Saved entries:
*** Begin section ***

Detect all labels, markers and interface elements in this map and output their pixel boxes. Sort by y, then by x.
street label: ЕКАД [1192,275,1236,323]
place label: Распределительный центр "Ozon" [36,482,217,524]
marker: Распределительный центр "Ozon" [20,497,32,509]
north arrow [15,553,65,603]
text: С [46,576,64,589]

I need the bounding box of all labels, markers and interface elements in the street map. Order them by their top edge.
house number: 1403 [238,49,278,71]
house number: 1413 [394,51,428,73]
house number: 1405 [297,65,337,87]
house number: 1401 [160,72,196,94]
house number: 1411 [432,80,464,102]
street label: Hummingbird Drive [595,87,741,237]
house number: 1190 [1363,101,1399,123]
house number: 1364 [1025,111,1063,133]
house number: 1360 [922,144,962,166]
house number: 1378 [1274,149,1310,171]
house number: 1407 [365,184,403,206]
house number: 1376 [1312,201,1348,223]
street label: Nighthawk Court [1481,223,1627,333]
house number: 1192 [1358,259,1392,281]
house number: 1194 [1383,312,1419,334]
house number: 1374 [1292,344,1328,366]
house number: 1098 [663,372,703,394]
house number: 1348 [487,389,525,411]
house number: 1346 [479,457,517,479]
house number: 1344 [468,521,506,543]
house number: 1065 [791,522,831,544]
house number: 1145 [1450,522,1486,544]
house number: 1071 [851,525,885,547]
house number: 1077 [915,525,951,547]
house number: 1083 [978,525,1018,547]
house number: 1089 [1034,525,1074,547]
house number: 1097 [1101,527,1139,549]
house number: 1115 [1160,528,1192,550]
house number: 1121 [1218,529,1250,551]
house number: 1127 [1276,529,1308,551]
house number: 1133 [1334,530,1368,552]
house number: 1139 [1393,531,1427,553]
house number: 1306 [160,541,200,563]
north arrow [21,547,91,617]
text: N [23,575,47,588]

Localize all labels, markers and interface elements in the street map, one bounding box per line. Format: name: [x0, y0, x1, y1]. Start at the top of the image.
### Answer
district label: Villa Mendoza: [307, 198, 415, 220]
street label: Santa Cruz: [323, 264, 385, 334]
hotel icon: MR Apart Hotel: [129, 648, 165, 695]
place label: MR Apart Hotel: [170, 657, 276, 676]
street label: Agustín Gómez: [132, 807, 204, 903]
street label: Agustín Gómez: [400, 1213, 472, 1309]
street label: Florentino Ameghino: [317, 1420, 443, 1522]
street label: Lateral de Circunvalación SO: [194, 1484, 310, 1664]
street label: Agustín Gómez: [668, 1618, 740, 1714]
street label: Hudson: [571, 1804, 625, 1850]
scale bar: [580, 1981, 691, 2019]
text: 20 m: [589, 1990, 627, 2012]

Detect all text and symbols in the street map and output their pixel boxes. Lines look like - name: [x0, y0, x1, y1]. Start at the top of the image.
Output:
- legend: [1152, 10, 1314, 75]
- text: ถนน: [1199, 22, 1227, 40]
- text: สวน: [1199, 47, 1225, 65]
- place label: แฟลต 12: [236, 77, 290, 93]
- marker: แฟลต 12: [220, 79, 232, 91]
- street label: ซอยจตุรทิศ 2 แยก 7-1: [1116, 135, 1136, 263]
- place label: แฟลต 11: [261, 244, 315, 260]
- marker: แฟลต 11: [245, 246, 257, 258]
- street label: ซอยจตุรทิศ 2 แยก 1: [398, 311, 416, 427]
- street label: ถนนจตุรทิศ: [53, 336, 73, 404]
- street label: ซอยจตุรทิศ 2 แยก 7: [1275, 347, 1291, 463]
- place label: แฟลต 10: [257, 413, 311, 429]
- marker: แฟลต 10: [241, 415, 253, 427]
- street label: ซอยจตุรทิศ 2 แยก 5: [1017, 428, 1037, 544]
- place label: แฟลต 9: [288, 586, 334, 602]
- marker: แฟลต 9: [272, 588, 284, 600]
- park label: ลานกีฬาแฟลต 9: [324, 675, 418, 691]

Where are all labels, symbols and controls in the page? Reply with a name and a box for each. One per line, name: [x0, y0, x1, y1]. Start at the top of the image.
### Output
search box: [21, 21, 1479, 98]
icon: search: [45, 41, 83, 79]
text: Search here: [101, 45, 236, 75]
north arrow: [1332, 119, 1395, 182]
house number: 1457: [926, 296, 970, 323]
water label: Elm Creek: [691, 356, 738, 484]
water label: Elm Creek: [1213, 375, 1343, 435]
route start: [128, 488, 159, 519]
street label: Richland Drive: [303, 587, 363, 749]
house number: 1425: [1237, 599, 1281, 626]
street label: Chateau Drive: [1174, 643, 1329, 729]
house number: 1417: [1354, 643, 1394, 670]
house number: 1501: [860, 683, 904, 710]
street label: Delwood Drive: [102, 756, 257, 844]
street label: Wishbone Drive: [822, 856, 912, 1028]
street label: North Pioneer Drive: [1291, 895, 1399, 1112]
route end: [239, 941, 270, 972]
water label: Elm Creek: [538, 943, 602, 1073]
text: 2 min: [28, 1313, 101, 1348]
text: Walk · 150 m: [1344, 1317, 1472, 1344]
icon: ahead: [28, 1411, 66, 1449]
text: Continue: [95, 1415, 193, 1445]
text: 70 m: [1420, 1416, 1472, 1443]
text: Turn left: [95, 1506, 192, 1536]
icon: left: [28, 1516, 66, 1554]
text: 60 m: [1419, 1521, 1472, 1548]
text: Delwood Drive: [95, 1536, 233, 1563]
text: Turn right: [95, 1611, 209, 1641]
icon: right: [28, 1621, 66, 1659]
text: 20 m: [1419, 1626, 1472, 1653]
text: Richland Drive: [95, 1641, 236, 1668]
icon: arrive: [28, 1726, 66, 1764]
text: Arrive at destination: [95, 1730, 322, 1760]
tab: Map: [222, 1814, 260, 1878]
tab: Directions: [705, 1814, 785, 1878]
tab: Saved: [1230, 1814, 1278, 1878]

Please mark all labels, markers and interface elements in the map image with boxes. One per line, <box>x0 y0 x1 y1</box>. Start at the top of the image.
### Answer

*** End section ***

EXERCISE REQUIREMENTS: Look over the records above and copy each line that includes the string "with".

RESPONSE FOR THIS EXERCISE:
Where are all labels, symbols and controls in the page? Reply with a name and a box for each. One per line, name: [x0, y0, x1, y1]. Start at the top of the image.
Please mark all labels, markers and interface elements in the map image with boxes. One per line, <box>x0 y0 x1 y1</box>. Start at the top of the image.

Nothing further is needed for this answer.